Single-Source Documentation and Emerging Practices

Posted: October 20, 2008 in Methods, Pedagogy, Readings, Review, School

In this, the second post for reading this week, I will pick up exactly where I left off, with the forthcoming article by Lee-Ann Kastman Breuch titled A Work in Process: A study of the Development of Single-Source Documentation and Document Review Processes of Cardiac Devices. This article is a report on an ethnographic study (technically a case study, actually) of a writing team at a biomedical company as they transitioned over to what is called single sourcing. Basically, the way I understand it, single sourcing is where writers create a series of ‘topics’ that are then selectively chosen based on relevance for individual manuals for products, so that manuals can make more sense and be more usable, so that 230 topics could contribute to 100 manuals, rather than a single unwieldy 500 page manual (8).

Writing these topics is a collaborative exercise where feedback is given from outside readers (4), so “technical writers must negotiate social tensions and conflict as they work with others to create single source documents” (3). This means that writers had to work with people who were non-writers but experts in the field and try to develop a single document that everyone approved of. I can imagine the tension.
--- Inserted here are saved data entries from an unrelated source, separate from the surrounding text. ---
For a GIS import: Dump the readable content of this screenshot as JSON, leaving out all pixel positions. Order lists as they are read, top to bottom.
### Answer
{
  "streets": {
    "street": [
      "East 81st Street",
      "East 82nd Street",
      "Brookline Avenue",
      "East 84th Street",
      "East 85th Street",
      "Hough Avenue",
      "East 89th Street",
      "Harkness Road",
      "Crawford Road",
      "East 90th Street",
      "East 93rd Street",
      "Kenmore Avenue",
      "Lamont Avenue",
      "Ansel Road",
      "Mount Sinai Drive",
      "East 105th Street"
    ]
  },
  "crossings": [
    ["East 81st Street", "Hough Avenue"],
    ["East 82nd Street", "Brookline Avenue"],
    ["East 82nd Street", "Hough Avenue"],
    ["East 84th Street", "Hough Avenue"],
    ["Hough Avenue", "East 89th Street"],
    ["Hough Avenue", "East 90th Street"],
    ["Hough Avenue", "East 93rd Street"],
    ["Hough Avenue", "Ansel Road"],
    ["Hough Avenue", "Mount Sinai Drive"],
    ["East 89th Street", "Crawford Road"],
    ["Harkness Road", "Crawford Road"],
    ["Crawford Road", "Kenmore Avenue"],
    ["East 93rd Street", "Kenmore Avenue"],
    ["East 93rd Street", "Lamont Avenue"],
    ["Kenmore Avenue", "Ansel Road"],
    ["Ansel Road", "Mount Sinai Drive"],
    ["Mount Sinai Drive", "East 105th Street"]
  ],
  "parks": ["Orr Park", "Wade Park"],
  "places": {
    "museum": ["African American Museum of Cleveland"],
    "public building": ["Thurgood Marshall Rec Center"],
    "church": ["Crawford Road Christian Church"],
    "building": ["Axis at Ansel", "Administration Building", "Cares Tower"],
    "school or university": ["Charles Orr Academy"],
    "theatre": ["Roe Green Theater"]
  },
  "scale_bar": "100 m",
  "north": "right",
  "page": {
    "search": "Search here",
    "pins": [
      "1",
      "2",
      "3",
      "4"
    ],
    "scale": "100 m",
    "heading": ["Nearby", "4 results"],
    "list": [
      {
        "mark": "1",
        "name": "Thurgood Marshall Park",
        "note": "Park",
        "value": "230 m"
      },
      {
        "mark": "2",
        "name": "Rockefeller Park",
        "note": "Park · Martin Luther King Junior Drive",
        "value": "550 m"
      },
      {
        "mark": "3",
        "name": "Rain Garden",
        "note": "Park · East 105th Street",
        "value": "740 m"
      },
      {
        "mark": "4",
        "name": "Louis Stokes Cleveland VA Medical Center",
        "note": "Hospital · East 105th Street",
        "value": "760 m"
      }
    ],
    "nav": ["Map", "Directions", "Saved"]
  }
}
Lee-Ann’s article struck me particularly as a fantastic example of how to do a research proposal, which is good, because I have to write one for her soon. But she starts with a literature review, then elucidates her research questions. Then she discusses her methods, including the problems and limitations with those methods and how she did her best to move beyond those problems. There is mention both of gaining IRB approval and of discussing issues of informed consent (12). She mentions themes developed (18) from the research and then examines each theme individually. Finally, it concludes with pointing an arrow at what she has learned and also at suggesting where further research might go to plug the holes left behind.

It’s kind of elegant, really. I did run across a few typographical errors, but I don’t think that’s really all that relevant; it just reminds me of my time as a copy editor.

The final piece, a real ethnographic study, was Writing in an Emerging Organization: an Ethnographic Study by Stephen Doheny-Farina. His purpose, or at least his contention, was that “By learning more about nonacademic contexts for writing, we are learning more about the kinds of rhetorical demands faced by many of our college graduates” (326). This particular ethnography seems to me to be a very solid idea. Rather than going in with something specific to study, he goes just to see what kinds of challenges will be met by students, so that he can better prepare them for the world after college (I resist all attempts to refer to that as the “real” world).

The organization studied was called Microware (not sure if that is/was a real company or not). There were some interesting revelations along the way, like that “the writing process not only influenced the substance of what was written, but also influenced the organization” (331). But what particularly interested me were the implications for teaching. He suggests that “teachers should try to put students into situations in which they need to incorporate differing points of view within their group projects” and that “we must teach students to develop interpersonal skills so that, by interacting with other other collaborators, they can learn the views of those collaborators” (338).

The reason this all interested me so much was that it reminds me of what I am teaching. When I was asked to teach technical and professional writing, I was very nervous, because I know very little about technical writing. So instead I designed a course around business writing, which I do know a bit about. I had my students break into groups, in which they created simulated companies and have had to deal with problems that come up, producing documentation of their solutions and eventually will produce a business plan for their company.

And I’m noticing that Doheny-Farina’s theories bare fruit. My students seem more prepared for dealing with groups now than they were at the start of the semester, and they are much more amenable to differing views of their collaborators. I wonder if maybe I should write an article about my experience with this class.

Comments
  1. Lee-Ann says:

    Hi Joe,

    Thanks for those comments. Good insights.

    I like your idea of writing something about your experience teaching 3562 this semester.